## What the task asks
Every line of the data below is to be retyped exactly.

## Exercise inputs
------------------------------------

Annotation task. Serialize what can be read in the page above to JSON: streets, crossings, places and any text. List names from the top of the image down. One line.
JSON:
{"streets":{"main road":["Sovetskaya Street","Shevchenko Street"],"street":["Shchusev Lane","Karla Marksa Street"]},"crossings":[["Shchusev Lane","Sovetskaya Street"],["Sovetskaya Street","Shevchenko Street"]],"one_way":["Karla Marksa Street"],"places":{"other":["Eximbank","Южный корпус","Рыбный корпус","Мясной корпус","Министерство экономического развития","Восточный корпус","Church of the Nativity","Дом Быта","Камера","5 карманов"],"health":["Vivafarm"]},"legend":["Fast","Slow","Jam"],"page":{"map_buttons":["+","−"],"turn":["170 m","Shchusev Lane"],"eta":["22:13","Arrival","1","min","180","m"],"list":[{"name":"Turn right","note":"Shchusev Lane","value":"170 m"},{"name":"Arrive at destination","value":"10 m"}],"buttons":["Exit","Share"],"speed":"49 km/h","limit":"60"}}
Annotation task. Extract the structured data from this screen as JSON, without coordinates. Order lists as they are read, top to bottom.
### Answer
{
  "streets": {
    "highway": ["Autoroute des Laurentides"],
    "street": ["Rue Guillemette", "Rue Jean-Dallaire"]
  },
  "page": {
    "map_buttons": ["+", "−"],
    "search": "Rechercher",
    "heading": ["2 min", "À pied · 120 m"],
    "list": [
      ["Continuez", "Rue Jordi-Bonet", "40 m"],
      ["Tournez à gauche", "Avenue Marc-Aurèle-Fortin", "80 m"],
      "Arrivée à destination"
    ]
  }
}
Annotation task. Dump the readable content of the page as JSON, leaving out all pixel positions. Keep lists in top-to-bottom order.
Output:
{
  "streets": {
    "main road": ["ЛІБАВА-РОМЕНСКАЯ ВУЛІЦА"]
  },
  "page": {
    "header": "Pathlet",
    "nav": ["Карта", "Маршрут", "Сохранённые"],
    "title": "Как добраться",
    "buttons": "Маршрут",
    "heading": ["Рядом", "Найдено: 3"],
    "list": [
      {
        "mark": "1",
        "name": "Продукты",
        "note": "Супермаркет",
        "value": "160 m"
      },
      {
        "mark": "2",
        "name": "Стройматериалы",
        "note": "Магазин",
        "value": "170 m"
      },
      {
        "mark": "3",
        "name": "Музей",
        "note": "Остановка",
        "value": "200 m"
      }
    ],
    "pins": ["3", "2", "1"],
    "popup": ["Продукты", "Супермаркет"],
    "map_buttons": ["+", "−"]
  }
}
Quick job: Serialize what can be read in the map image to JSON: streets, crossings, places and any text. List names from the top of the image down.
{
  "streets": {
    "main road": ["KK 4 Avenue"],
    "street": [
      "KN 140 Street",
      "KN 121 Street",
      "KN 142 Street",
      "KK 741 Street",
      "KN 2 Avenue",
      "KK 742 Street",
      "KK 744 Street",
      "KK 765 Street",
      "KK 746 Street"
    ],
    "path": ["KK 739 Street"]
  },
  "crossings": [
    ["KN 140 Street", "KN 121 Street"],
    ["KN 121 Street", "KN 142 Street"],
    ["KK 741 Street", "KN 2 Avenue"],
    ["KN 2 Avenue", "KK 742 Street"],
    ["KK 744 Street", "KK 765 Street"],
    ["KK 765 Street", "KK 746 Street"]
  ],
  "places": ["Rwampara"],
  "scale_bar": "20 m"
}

------------------------------------

## Answer box
Annotation task. Serialize what can be read in the page above to JSON: streets, crossings, places and any text. List names from the top of the image down. One line.
JSON:
{"streets":{"main road":["Sovetskaya Street","Shevchenko Street"],"street":["Shchusev Lane","Karla Marksa Street"]},"crossings":[["Shchusev Lane","Sovetskaya Street"],["Sovetskaya Street","Shevchenko Street"]],"one_way":["Karla Marksa Street"],"places":{"other":["Eximbank","Южный корпус","Рыбный корпус","Мясной корпус","Министерство экономического развития","Восточный корпус","Church of the Nativity","Дом Быта","Камера","5 карманов"],"health":["Vivafarm"]},"legend":["Fast","Slow","Jam"],"page":{"map_buttons":["+","−"],"turn":["170 m","Shchusev Lane"],"eta":["22:13","Arrival","1","min","180","m"],"list":[{"name":"Turn right","note":"Shchusev Lane","value":"170 m"},{"name":"Arrive at destination","value":"10 m"}],"buttons":["Exit","Share"],"speed":"49 km/h","limit":"60"}}
Annotation task. Extract the structured data from this screen as JSON, without coordinates. Order lists as they are read, top to bottom.
### Answer
{
  "streets": {
    "highway": ["Autoroute des Laurentides"],
    "street": ["Rue Guillemette", "Rue Jean-Dallaire"]
  },
  "page": {
    "map_buttons": ["+", "−"],
    "search": "Rechercher",
    "heading": ["2 min", "À pied · 120 m"],
    "list": [
      ["Continuez", "Rue Jordi-Bonet", "40 m"],
      ["Tournez à gauche", "Avenue Marc-Aurèle-Fortin", "80 m"],
      "Arrivée à destination"
    ]
  }
}
Annotation task. Dump the readable content of the page as JSON, leaving out all pixel positions. Keep lists in top-to-bottom order.
Output:
{
  "streets": {
    "main road": ["ЛІБАВА-РОМЕНСКАЯ ВУЛІЦА"]
  },
  "page": {
    "header": "Pathlet",
    "nav": ["Карта", "Маршрут", "Сохранённые"],
    "title": "Как добраться",
    "buttons": "Маршрут",
    "heading": ["Рядом", "Найдено: 3"],
    "list": [
      {
        "mark": "1",
        "name": "Продукты",
        "note": "Супермаркет",
        "value": "160 m"
      },
      {
        "mark": "2",
        "name": "Стройматериалы",
        "note": "Магазин",
        "value": "170 m"
      },
      {
        "mark": "3",
        "name": "Музей",
        "note": "Остановка",
        "value": "200 m"
      }
    ],
    "pins": ["3", "2", "1"],
    "popup": ["Продукты", "Супермаркет"],
    "map_buttons": ["+", "−"]
  }
}
Quick job: Serialize what can be read in the map image to JSON: streets, crossings, places and any text. List names from the top of the image down.
{
  "streets": {
    "main road": ["KK 4 Avenue"],
    "street": [
      "KN 140 Street",
      "KN 121 Street",
      "KN 142 Street",
      "KK 741 Street",
      "KN 2 Avenue",
      "KK 742 Street",
      "KK 744 Street",
      "KK 765 Street",
      "KK 746 Street"
    ],
    "path": ["KK 739 Street"]
  },
  "crossings": [
    ["KN 140 Street", "KN 121 Street"],
    ["KN 121 Street", "KN 142 Street"],
    ["KK 741 Street", "KN 2 Avenue"],
    ["KN 2 Avenue", "KK 742 Street"],
    ["KK 744 Street", "KK 765 Street"],
    ["KK 765 Street", "KK 746 Street"]
  ],
  "places": ["Rwampara"],
  "scale_bar": "20 m"
}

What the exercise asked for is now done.